──────── Record extracts ────────

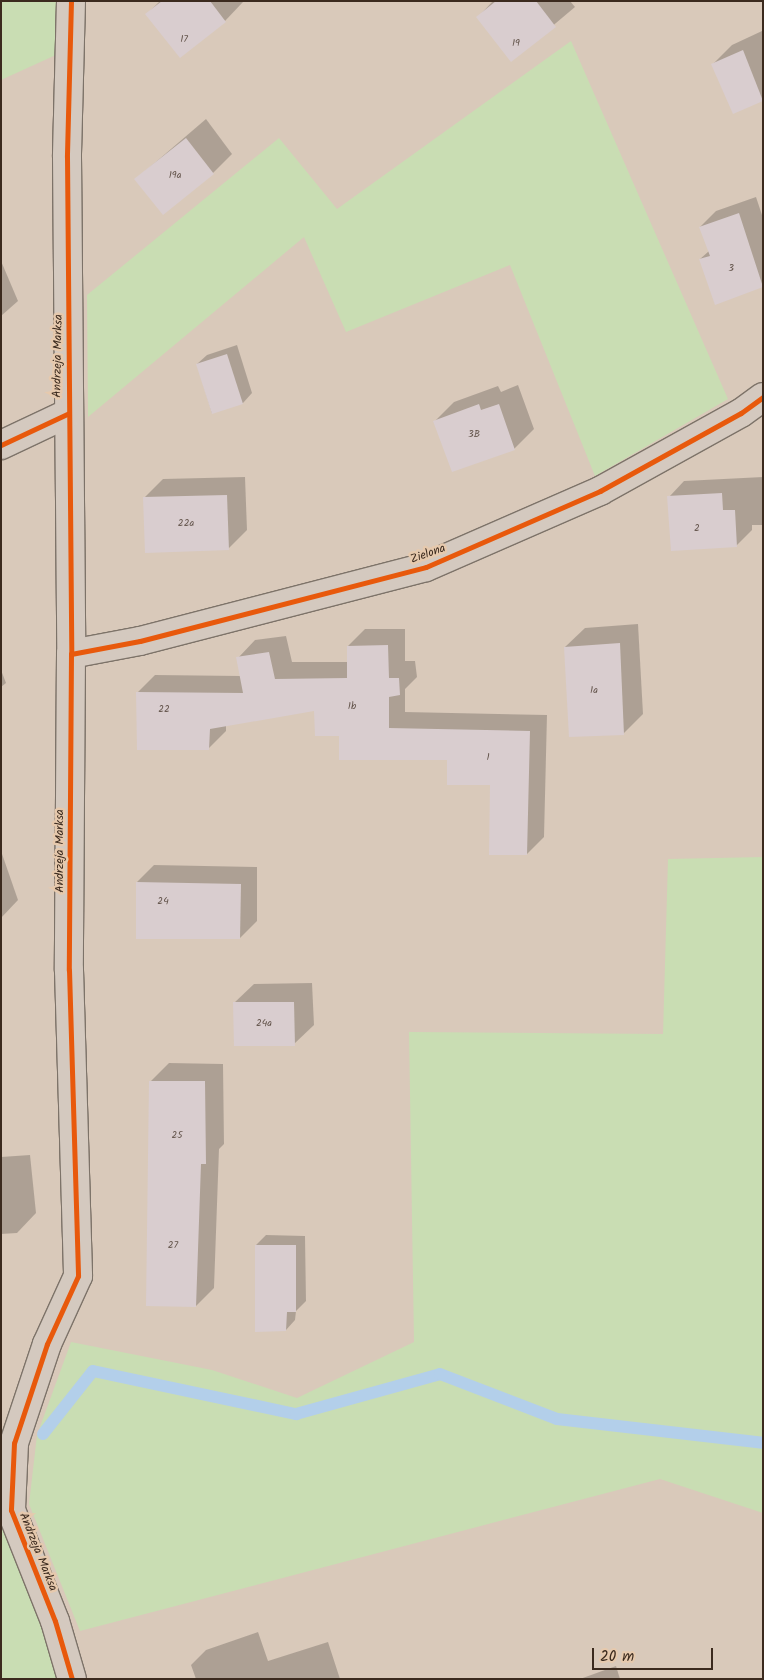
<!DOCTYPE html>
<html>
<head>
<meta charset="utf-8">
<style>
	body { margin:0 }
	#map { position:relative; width:764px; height:1680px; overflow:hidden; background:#d9c9ba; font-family:Kalam,sans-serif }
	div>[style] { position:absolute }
	.green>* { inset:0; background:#c9ddb3 }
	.shadow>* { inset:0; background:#0003 }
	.stream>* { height:12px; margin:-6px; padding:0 6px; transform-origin:6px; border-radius:6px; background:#b3cfea }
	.building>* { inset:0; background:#d9cdcf }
	.roads { filter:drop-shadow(1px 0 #7d7369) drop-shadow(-1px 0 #7d7369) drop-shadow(0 1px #7d7369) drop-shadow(0 -1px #7d7369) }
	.minor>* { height:28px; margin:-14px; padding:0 14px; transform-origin:14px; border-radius:14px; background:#d4c9bf }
	.cycleway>* { height:5px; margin:-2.5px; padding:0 2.5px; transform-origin:2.5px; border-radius:2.5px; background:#e8590c }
	span { translate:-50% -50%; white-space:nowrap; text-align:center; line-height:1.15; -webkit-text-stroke:5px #e6c9ad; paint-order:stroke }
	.number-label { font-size:10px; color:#62534a }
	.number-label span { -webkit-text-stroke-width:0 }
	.street-label { font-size:12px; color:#3b2a1e }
	.frame { position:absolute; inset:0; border:2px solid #3b2a1e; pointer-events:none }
	.scale { position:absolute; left:592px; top:1648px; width:121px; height:22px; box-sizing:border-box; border:2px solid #3b2a1e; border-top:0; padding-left:6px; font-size:15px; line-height:18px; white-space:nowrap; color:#3b2a1e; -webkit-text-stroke:4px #e6c9ad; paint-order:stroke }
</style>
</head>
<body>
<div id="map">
	<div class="green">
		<div style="clip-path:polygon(1px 1px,59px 1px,58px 54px,1px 80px)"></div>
		<div style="clip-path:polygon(571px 41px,728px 399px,595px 476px,510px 265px,346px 332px,304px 237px,88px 417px,87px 295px,279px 138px,337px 209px)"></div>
		<div style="clip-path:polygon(763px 857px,763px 1513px,660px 1479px,80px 1631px,29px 1504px,37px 1435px,71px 1342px,212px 1370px,297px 1398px,414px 1342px,409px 1032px,663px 1034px,668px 859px)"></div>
		<div style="clip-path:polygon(1px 1503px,70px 1679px,1px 1679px)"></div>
	</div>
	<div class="shadow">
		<div style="clip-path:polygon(160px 1px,243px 1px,243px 2px,225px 21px,147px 14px)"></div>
		<div style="clip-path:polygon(493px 1px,570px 1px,575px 7px,512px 60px,478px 17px)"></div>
		<div style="clip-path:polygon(762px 31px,763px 100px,734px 112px,713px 64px,732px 45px)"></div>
		<div style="clip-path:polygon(206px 119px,232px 154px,213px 173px,136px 179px)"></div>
		<div style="clip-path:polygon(756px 197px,763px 218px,763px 286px,715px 303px,700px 259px,709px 251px,700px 227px,716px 211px)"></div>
		<div style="clip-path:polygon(1px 261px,18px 301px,1px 316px)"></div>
		<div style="clip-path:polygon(237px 345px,252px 393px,243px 403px,212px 413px,197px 364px,207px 355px)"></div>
		<div style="clip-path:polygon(518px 385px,534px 429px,514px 449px,435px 421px,454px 402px,498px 386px,501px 392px)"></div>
		<div style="clip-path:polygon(245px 477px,247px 530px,228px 549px,144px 498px,163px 479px)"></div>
		<div style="clip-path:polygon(763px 477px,763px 525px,752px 525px,752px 530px,736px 546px,669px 497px,684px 481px)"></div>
		<div style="clip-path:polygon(638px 624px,643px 714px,623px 734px,565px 647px,585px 628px)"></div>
		<div style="clip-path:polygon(365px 629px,405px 629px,405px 661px,415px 661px,417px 677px,405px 689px,405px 712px,547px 715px,544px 837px,527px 854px,491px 784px,448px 759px,340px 734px,316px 709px,226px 725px,226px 731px,209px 748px,138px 692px,155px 675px,241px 676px,238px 658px,255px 640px,286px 636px,292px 662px,348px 662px,348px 646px)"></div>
		<div style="clip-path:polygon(1px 670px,6px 683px,1px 687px)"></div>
		<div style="clip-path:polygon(1px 851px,18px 900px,1px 918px)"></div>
		<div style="clip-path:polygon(154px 865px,257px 867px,257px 921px,240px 938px,137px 882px)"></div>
		<div style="clip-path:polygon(312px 983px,314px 1025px,294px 1044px,234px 1003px,254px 984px)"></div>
		<div style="clip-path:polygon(169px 1063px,223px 1064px,224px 1144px,219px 1149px,214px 1288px,196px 1306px,151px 1081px)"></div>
		<div style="clip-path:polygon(30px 1155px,36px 1213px,17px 1233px,1px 1234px,1px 1157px)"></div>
		<div style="clip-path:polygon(266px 1235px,305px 1236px,306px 1301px,296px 1311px,295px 1320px,286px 1330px,256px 1245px)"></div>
		<div style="clip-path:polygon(258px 1632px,268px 1661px,328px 1642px,340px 1679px,196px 1679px,191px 1665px,206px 1650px)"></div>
		<div style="clip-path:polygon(616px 1666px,620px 1679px,580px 1679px)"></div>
	</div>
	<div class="stream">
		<div style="left:43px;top:1434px;width:80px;rotate:-51.6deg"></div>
		<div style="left:93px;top:1371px;width:208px;rotate:12deg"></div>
		<div style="left:296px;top:1414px;width:149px;rotate:-15.5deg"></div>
		<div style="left:440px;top:1374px;width:125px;rotate:21deg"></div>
		<div style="left:557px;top:1419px;width:207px;rotate:6.6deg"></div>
	</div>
	<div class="building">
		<div style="clip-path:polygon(162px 1px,210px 1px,226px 22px,180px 58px,145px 14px)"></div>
		<div style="clip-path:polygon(496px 1px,536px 1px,556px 27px,511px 62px,476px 17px)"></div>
		<div style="clip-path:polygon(743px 50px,763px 101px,733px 114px,711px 64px)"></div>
		<div style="clip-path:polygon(186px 138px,214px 174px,163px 215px,134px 179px)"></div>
		<div style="clip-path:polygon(739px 213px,763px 287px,715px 305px,699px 259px,710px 256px,699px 227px)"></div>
		<div style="clip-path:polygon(227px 354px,243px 404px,212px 414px,196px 364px)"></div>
		<div style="clip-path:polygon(479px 404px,481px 410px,499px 404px,515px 450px,452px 472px,433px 421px)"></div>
		<div style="clip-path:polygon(722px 493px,723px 510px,735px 510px,737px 547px,671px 551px,667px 496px)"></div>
		<div style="clip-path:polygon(227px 495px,229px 550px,145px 553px,143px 497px)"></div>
		<div style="clip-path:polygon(620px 643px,624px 735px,569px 737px,564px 647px)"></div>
		<div style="clip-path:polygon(388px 645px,389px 678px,399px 678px,400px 695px,389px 697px,389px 728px,530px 731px,527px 855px,489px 855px,490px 785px,447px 785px,447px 760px,339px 760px,339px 736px,315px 736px,314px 711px,210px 729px,209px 750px,137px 750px,136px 692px,243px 693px,236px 657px,269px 652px,275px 679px,347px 678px,347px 646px)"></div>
		<div style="clip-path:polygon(136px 882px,241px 884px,240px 939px,136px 939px)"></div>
		<div style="clip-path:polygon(233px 1002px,294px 1002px,295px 1046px,234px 1046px)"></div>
		<div style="clip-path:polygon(149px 1081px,205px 1081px,206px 1164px,201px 1164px,196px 1307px,146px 1306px)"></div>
		<div style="clip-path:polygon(255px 1245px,296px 1245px,296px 1312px,287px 1312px,286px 1331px,255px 1332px)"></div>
	</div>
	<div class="roads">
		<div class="minor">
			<div style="left:71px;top:1px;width:156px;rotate:91.5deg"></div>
			<div style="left:67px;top:157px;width:497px;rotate:89.5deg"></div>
			<div style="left:71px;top:654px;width:316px;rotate:90.4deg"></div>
			<div style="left:69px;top:970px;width:306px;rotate:88.3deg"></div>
			<div style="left:78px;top:1276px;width:75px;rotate:114.5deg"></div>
			<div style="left:47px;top:1344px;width:104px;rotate:108.4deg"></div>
			<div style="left:14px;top:1443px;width:67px;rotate:92.6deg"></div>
			<div style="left:11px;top:1510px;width:119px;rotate:68.4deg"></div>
			<div style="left:55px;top:1621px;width:60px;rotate:73.7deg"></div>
			<div style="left:1px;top:445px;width:73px;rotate:-25.2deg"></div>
			<div style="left:71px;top:654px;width:70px;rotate:-10.7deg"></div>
			<div style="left:140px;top:641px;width:295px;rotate:-14.5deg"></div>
			<div style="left:426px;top:567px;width:190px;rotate:-23.6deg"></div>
			<div style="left:600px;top:491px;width:161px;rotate:-29deg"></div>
			<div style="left:741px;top:413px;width:27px;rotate:-36deg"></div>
		</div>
	</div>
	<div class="cycleway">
		<div style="left:71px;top:1px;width:156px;rotate:91.5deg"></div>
		<div style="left:67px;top:157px;width:497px;rotate:89.5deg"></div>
		<div style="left:71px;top:654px;width:316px;rotate:90.4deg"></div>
		<div style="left:69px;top:970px;width:306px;rotate:88.3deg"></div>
		<div style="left:78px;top:1276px;width:75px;rotate:114.5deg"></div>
		<div style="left:47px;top:1344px;width:104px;rotate:108.4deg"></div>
		<div style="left:14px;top:1443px;width:67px;rotate:92.6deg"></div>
		<div style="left:11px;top:1510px;width:119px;rotate:68.4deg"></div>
		<div style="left:55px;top:1621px;width:60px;rotate:73.7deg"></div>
		<div style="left:1px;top:445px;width:73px;rotate:-25.2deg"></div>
		<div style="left:71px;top:654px;width:70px;rotate:-10.7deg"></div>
		<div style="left:140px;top:641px;width:295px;rotate:-14.5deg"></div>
		<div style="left:426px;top:567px;width:190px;rotate:-23.6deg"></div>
		<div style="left:600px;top:491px;width:161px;rotate:-29deg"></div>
		<div style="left:741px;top:413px;width:27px;rotate:-36deg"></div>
	</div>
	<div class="number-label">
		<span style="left:184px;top:40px">17</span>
		<span style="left:516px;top:44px">19</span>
		<span style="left:175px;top:176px">19a</span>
		<span style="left:731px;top:269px">3</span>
		<span style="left:474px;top:435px">3B</span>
		<span style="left:186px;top:524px">22a</span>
		<span style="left:697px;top:529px">2</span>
		<span style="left:594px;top:691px">1a</span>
		<span style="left:352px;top:707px">1b</span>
		<span style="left:164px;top:710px">22</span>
		<span style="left:488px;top:758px">1</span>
		<span style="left:163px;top:902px">24</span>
		<span style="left:264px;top:1024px">24a</span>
		<span style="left:177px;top:1136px">25</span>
		<span style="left:173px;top:1246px">27</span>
	</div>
	<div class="street-label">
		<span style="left:58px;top:356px;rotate:-89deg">Andrzeja Marksa</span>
		<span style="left:428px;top:554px;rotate:-20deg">Zielona</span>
		<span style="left:60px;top:851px;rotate:-90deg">Andrzeja Marksa</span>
		<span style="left:38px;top:1552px;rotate:68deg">Andrzeja Marksa</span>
	</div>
	<div class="frame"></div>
	<div class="scale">20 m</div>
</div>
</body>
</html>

────────

The lines to return are those with the string "number" in them; copy each from the entries above.

Answer section>
	.number-label { font-size:10px; color:#62534a }
	.number-label span { -webkit-text-stroke-width:0 }
	<div class="number-label">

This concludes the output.